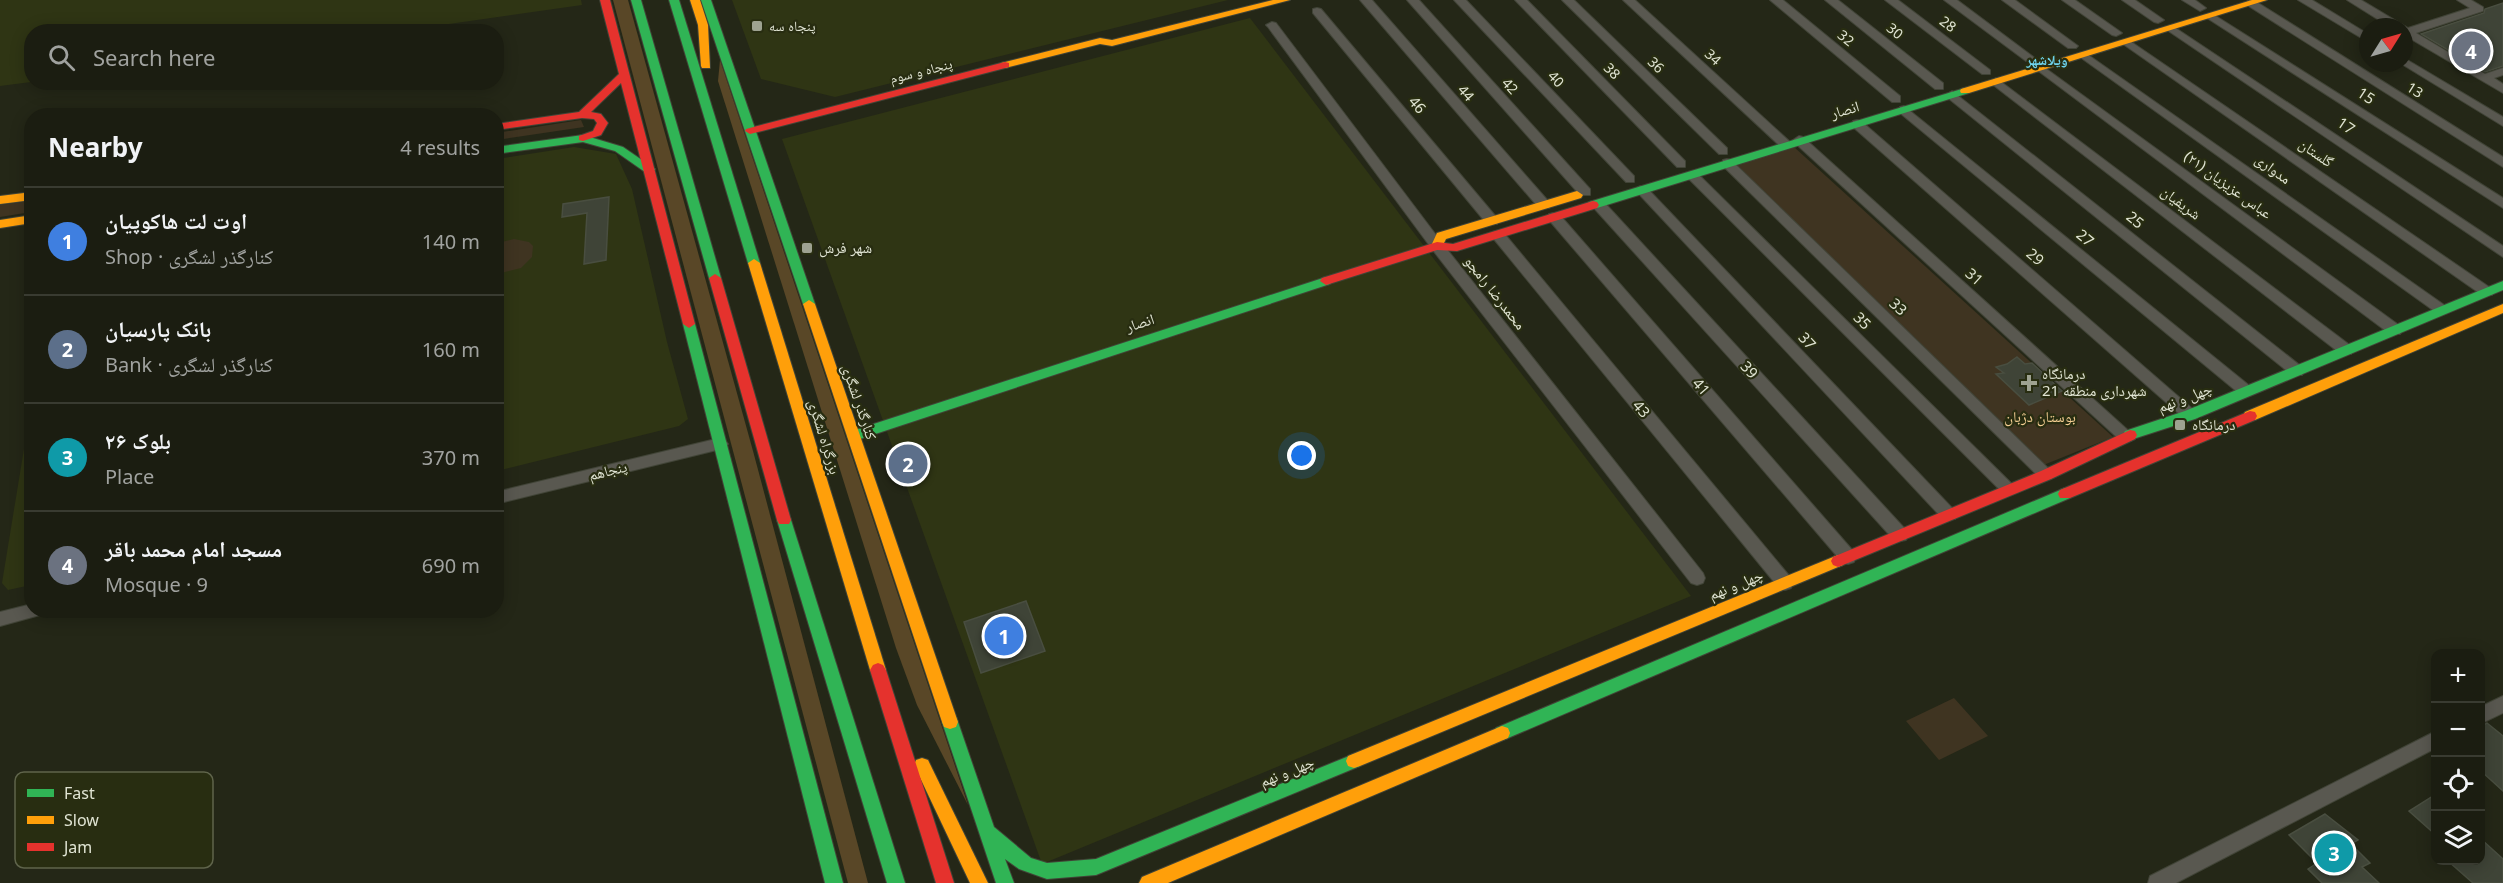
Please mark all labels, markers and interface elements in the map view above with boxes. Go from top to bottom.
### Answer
street label: 28 [1936,11,1960,36]
place label: پنجاه سه [769,16,816,35]
street label: 30 [1883,18,1908,43]
north arrow [2359,18,2413,72]
marker: پنجاه سه [750,19,764,33]
search box [24,24,504,90]
street label: 32 [1834,25,1859,50]
pin: 4 [2452,28,2490,74]
icon: search [45,41,78,74]
text: Search here [93,42,215,72]
street label: 34 [1701,44,1726,69]
district label: ویلاشهر [2025,50,2068,69]
street label: 36 [1644,52,1669,77]
street label: پنجاه و سوم [888,54,955,88]
street label: 38 [1600,58,1625,83]
street label: 40 [1544,66,1569,91]
street label: 42 [1498,73,1523,98]
street label: 13 [2403,77,2427,102]
street label: 44 [1454,80,1479,105]
street label: 15 [2354,82,2379,108]
street label: 46 [1405,91,1431,117]
street label: انصار [1827,95,1861,123]
street label: 17 [2334,112,2359,138]
text: Nearby [48,129,143,165]
street label: گلستان [2295,133,2338,172]
text: 4 results [400,134,480,161]
street label: عباس عزیزیان (۲۱) [2180,146,2277,224]
street label: مدواری [2251,148,2296,189]
street label: شریفیان [2157,181,2206,225]
text: اوت لت هاکوپیان [105,205,247,235]
street label: 25 [2123,206,2149,232]
street label: 27 [2073,224,2099,250]
text: 1 [62,228,73,255]
text: 140 m [422,228,480,255]
place label: شهر فرش [819,237,872,258]
marker: شهر فرش [800,241,814,255]
text: Shop · کنارگذر لشگری [105,243,273,270]
street label: 29 [2023,243,2049,269]
street label: محمدرضا رامجو [1461,251,1531,334]
street label: 31 [1962,263,1988,289]
street label: 33 [1886,293,1912,319]
street label: 35 [1850,307,1876,333]
street label: انصار [1122,308,1157,336]
text: بانک پارسیان [105,313,211,343]
street label: 37 [1795,327,1821,353]
text: 2 [62,336,73,363]
text: 160 m [422,336,480,363]
text: Bank · کنارگذر لشگری [105,351,273,378]
street label: 39 [1737,356,1763,382]
street label: کنارگذر لشگری [837,361,882,442]
place label: درمانگاه شهرداری منطقه 21 [2042,363,2147,401]
street label: 41 [1689,373,1715,399]
marker: درمانگاه شهرداری منطقه 21 [2020,374,2038,392]
street label: چهل و نهم [2155,377,2215,417]
street label: 43 [1629,395,1655,421]
street label: بزرگراه لشگری [803,397,846,477]
park label: بوستان دژبان [2004,406,2076,427]
place label: درمانگاه [2192,414,2236,434]
marker: درمانگاه [2173,418,2187,432]
text: بلوک ۲۶ [105,425,171,455]
your location [1287,441,1316,470]
pin: 2 [888,442,928,486]
text: 3 [62,444,73,471]
text: 370 m [422,444,480,471]
street label: پنجاهم [586,456,629,485]
text: Place [105,463,154,490]
text: مسجد امام محمد باقر [105,533,282,563]
text: 4 [62,552,73,579]
text: 690 m [422,552,480,579]
street label: چهل و نهم [1706,564,1766,605]
text: Mosque · 9 [105,571,208,598]
pin: 1 [984,614,1024,658]
map controls [2431,649,2485,865]
button: + [2431,649,2485,703]
button: − [2431,703,2485,757]
street label: چهل و نهم [1257,751,1317,792]
button: locate [2431,757,2485,811]
legend [15,772,213,868]
text: Fast [64,782,95,804]
text: Slow [64,809,99,831]
button: layers [2431,811,2485,865]
pin: 3 [2314,830,2354,876]
text: Jam [62,836,92,858]

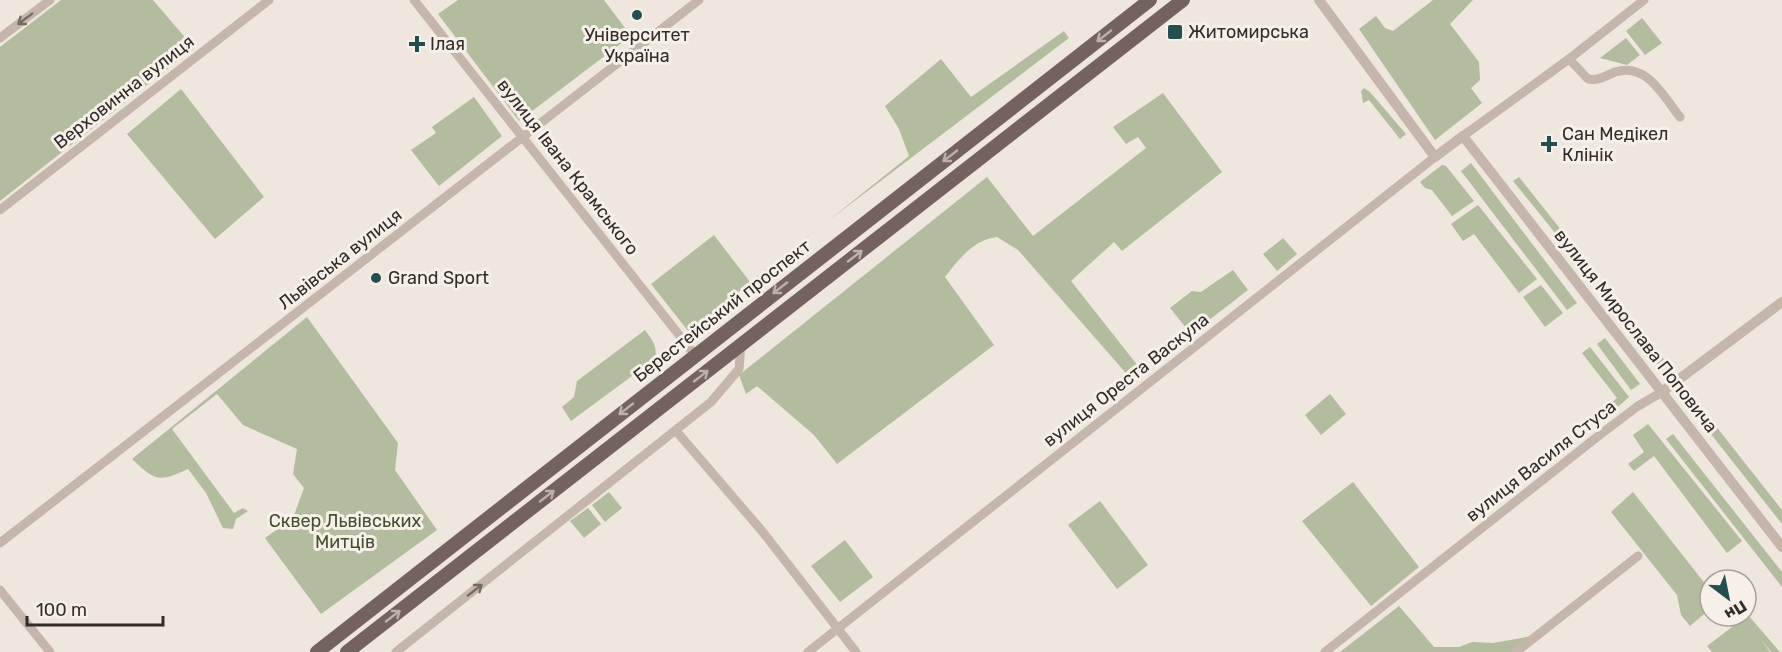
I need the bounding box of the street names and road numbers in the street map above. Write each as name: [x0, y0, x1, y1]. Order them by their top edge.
street label: Верховинна вулиця: [49, 30, 199, 154]
street label: вулиця Івана Крамського: [492, 75, 644, 259]
street label: Львівська вулиця: [274, 204, 406, 314]
street label: вулиця Мирослава Поповича: [1550, 225, 1722, 437]
street label: Берестейський проспект: [629, 235, 815, 387]
street label: вулиця Ореста Васкула: [1039, 309, 1213, 451]
street label: вулиця Василя Стуса: [1462, 396, 1620, 526]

> _WHAT THIS TASK INVOLVES_
Copy out each line of the entries above that holds "شهرداری".

> _EXPECTED ANSWER_
place label: درمانگاه شهرداری منطقه 21 [2042,363,2147,401]
marker: درمانگاه شهرداری منطقه 21 [2020,374,2038,392]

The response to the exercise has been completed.